Sunday, July 28, 2013

Critical appriciation of sita by toru dutt? explain the theme

Among the early English writers of Indian Renaissance who
gave independent outlook, right direction, original subjects, the name of Toru Dutt
stands first. Her best work has depth of human motives and emotions and an abiding faith
in Indian values. Besides writing in French and English, she turned to Sanskrit
literature to get the sacred touch of India's Muse and introduced to the world about her
splendour beauty and rich treasure-house of ancient wisdom. It was a matter of deep
sorrow that she died so early when her talent was blossoming under the vast auspicious
knowledge of Indian myths, legends and folklores. She fascinates us for her personal
life as well as due to her creative genius. Like Bronte sisters and Keats, her family,
too, became a victim of consumption and she died in the prime of her youth, only at 21.

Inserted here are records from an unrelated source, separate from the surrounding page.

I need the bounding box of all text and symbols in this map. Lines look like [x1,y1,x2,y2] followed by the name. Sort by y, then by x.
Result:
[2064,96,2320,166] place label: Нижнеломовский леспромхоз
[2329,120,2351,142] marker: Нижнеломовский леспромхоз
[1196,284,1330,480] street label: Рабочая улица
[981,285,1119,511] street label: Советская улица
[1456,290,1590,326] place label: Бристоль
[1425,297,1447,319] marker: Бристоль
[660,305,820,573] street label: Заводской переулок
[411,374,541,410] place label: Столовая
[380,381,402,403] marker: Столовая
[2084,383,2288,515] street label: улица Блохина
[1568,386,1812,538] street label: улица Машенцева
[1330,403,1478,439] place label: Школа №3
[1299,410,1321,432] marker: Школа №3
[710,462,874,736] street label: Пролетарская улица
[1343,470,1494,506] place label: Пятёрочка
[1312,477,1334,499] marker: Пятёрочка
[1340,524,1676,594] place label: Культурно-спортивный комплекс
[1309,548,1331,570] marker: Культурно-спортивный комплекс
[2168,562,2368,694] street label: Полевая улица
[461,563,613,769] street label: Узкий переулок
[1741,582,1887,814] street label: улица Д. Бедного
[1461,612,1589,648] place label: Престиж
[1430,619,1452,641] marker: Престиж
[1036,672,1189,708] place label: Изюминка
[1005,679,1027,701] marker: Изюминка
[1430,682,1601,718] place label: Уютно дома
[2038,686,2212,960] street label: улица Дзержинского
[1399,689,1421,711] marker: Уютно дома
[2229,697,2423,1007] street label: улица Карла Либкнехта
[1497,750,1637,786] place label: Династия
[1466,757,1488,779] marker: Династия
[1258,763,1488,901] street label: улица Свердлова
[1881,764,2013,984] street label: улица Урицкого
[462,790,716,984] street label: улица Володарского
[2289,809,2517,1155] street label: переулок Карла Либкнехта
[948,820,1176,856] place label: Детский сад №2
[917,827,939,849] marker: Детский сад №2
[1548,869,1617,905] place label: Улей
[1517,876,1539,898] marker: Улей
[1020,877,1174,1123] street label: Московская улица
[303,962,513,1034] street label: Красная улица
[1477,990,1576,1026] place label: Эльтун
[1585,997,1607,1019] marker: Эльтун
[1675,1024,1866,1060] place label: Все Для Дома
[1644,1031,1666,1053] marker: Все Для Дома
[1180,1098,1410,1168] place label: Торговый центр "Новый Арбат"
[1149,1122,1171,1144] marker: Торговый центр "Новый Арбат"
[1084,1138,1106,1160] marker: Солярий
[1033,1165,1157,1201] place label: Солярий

Before her sad and slow death, she lost her elder brother Abju aged only 14 and sister
Aru only at 20. Edmund Gosse writes, "It is wonderful to grasp of a girl who at the age
of twenty one had produced so much of lasting worth."1 The great Indian critic Amar Nath
Jha also writes ," There is every reason to believe that in intellectual power Toru Dutt
was one of the most remarkable women that ever lived."2 She belonged to a very rich,
respectable and intellectual family of Calcutta. Her father Govin Chunder Dutt was a
cultured man steeped into the deep knowledge of the West and the East. Her mother was
also a woman of very modest and loving disposition and from her mouth the young Toru had
listened the immortal stories of ancient Indian heroes and heroines. The other family
members too were highly learned and pursuing the great tradition of music and
literature.  Toru's father embraced Christianity and afterwards left Calcutta and
settled at Nice, in the south-east of France. Here Toru and her sister learnt their
first lessons in French and soon they excelled in this language and used it effectively
and proficiently for their literary leanings. Their first literary fruit came out with
the title Sheaf Gleaned in French Fields with admiring maturity and depth. Of the 165
pieces, 8 were by Aru and remaining by Toru. Though it was a translation from French to
English, but it was marked by a great original genius as Toru's selection and rejection
has made it almost a new creative work. No wonder, Edmund Goss read it with 'surprise
and almost rapture'. He declared, "If modern French literature were entirely lost, it
might not be found impossible to reconstruct a great number of poems from this Indian
version."5 Keeping and maintaining the original rhythm, sense and meaning, Toru's
translation has almost touched the beauty and glory of newly creative work, pouring her
bleeding heart out of the family tragedy in willingly chosen works of French Romantics.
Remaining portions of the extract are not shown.